En los años ochenta trabajó casi siempre para Coppola, en todas sus películas. En los años noventa sus proyectos fueron menos interesantes, con colaboraciones con Phil Joanu en ‘Análisis final’ (‘Final Analysis’, 1992), para Philip Kaufman en ‘Sol naciente’ (‘Rising Sun’, 1993), con Warren Beatty en ‘Bullworth’ (id, 1998). Pero la cada vez menos prolífica carrera de Coppola repercutió también su obra, y no hubo grandes proyectos en los que trabajar. La última película para su amigo fue ‘Jack’ (id, 1996), pero pudo hacer el inteligentísimo diseño de producción de ‘La novena puerta’ (‘The Ninth Gate’, Roman Polanski, 1999). Inactivo desde 2001, ha vuelto a la brega de un rodaje con la última película de Polanski, titulada originalmente ‘God of Carnage’, y sobre cuyo final de rodaje en París ya habló hace un tiempo Juan Luis en Blogdecine.

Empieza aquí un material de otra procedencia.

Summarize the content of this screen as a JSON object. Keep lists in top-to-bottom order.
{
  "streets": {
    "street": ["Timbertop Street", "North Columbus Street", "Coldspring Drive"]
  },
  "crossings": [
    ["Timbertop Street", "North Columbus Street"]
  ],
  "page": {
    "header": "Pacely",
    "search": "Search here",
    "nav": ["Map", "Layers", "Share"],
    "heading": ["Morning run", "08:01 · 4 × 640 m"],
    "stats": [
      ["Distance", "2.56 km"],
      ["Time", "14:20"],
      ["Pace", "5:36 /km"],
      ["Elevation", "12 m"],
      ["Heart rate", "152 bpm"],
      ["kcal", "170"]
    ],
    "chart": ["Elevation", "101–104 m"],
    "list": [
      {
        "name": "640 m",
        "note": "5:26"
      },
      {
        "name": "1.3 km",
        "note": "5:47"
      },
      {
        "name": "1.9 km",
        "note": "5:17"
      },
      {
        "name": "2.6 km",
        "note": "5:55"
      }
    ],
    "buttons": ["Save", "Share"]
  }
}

A su edad, tiene poco ya que demostrar a nadie, aunque esperamos que homenajes como el que se le dedica ahora a este mago, no sea uno de esos que celebran el fin de una carrera. Con todo, a sus casi ochenta años, Tavoularis puede quedarse tranquilo de haber cambiado para siempre su profesión, inspirando a muchos colegas suyos a crear universos cerrados en sí mismos, proyección de los demonios interiores de personajes tan atormentados como Michael Corleone o el “loco” Kurtz.